En 1890, suite à un voyage, Portal propose à Halifax la conversion au catholicisme romain. Celui-ci refus net mais l'amitié n'en fut pas rompue pour autant. Le moment était peut-être venu de dialoguer sur un pied d'égalité rendant du même coup possible une meilleure connaissance mutuelle des deux Églises. De ce dialogue fraternel naquit le désir d'œuvrer à l'union entre l'Église Catholique Romaine et la Communion Anglicane.

Il fallait donc à tout prix continuer les conversations de Madère. Mais comment? À la stupeur des Séminaristes, Lord Halifax séjourna au Séminaire de Cahors du 2 au 7 avril 1892. Écoutons le témoignage de Mgr Calvet: «Notre stupeur fut grande de voir (Lord Halifax), au réfectoire, prendre son repas à côté de M. Le Supérieur en écoutant comme lui la lecture des «Moines de l'Occident» de Montalembert… Mais notre stupeur fut plus grande encore quand nous le vîmes à la chapelle, dans la stalle voisine de celle de M. Le Supérieur, suivre l'office dans un missel - évidemment romain - se mettre à genoux et faire le signe de la croix. Cela faisait grand tapage dans nos cervelles. Enfin, cet homme était un hérétique!… Il assistait à la messe avec une évidente ferveur; il croyait donc à la messe! Les discussions allaient leur train». (op. cit. p.11/12).

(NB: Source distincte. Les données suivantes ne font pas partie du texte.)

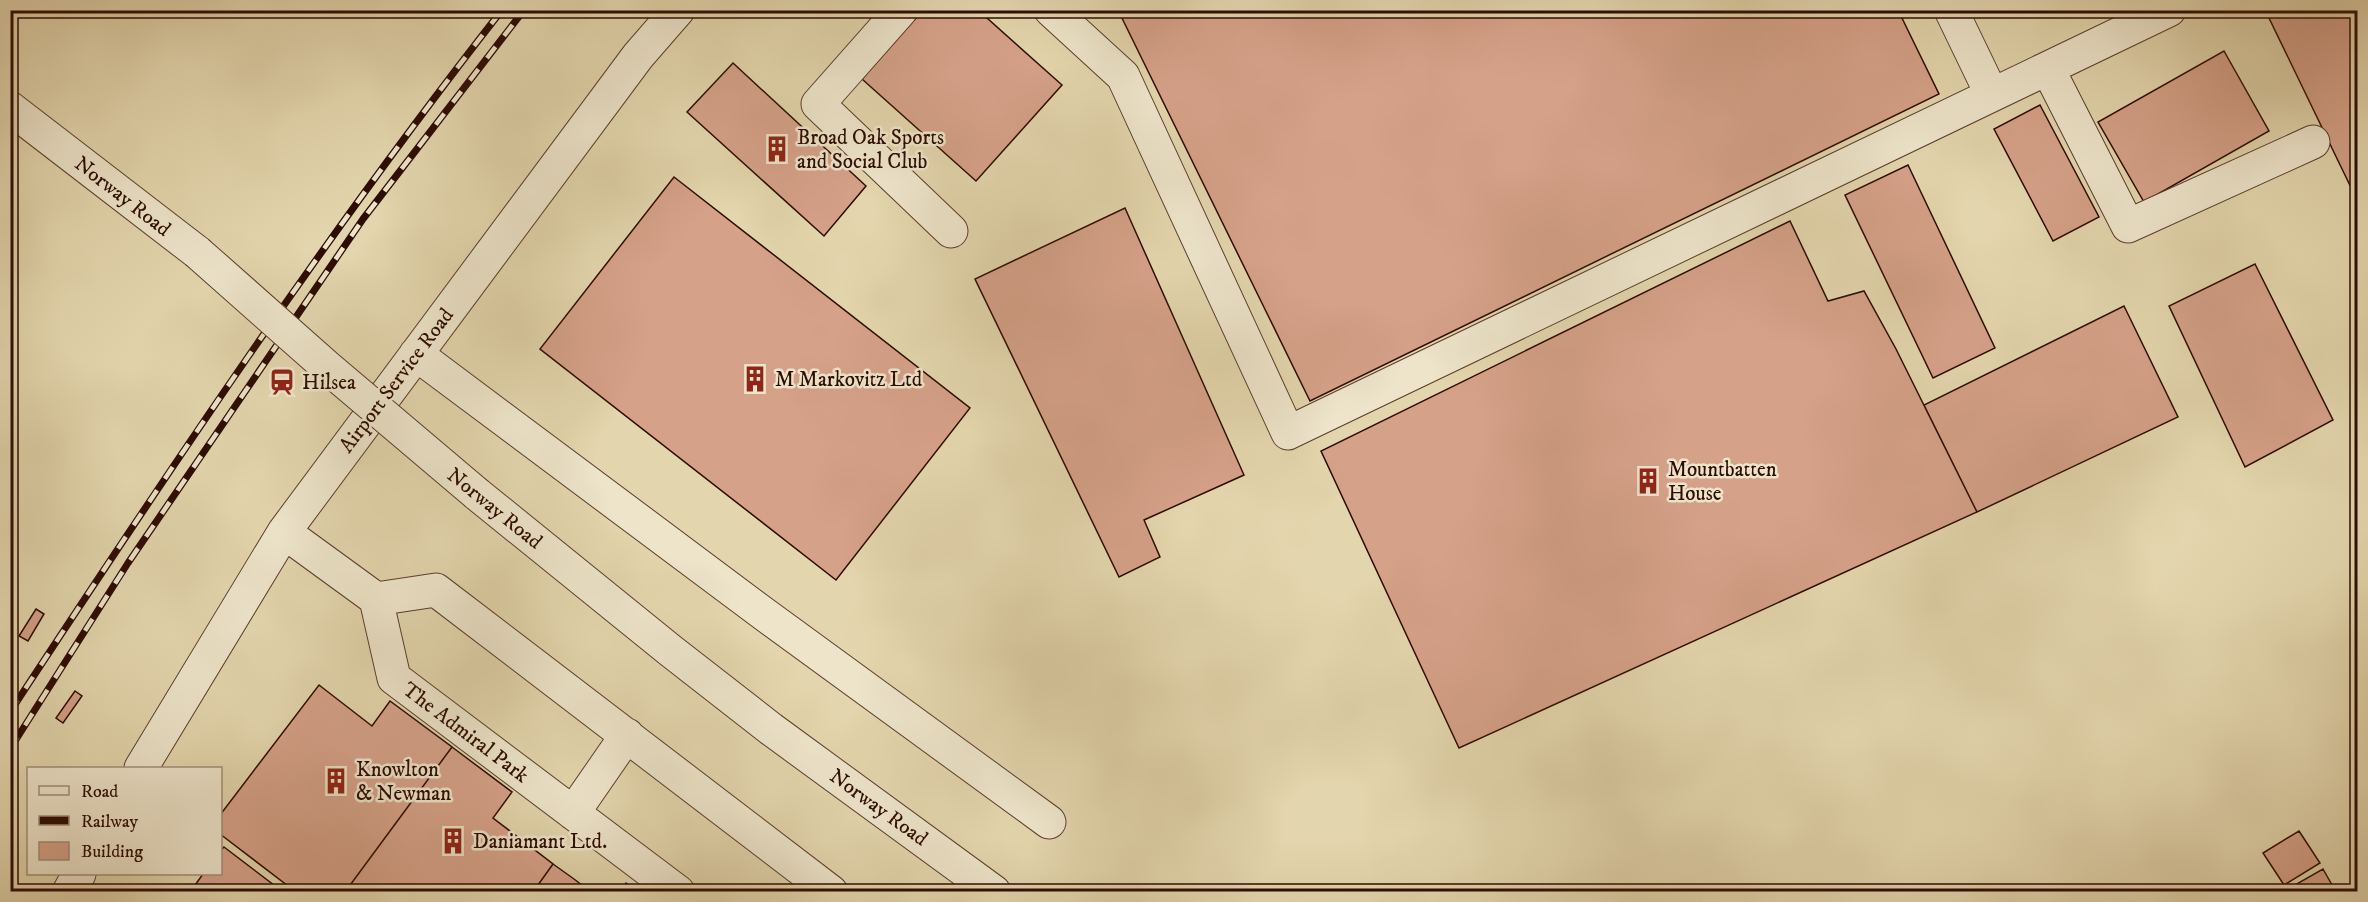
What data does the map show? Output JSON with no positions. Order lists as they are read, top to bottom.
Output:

Entre temps, Monsieur Portal eut un projet qu'il soumit à Lord Halifax: provoquer une rencontre entre catholiques et anglicans dont le thème serait un débat sur les ordinations anglicanes. Le débat ne devait servir que de simple prétexte à une rencontre au sommet entre la hiérarchie des deux Églises. Dans ce sens, Portal ne cessa depuis 1891 de compiler des notes sur le sacerdoce dans l'Église d'Angleterre. La question de la validité des ordinations anglicanes concernait d'abord historiens et canonistes et devait selon le dessein de Portal permettre ensuite une étude des divergences doctrinales entre Rome et Canterbury.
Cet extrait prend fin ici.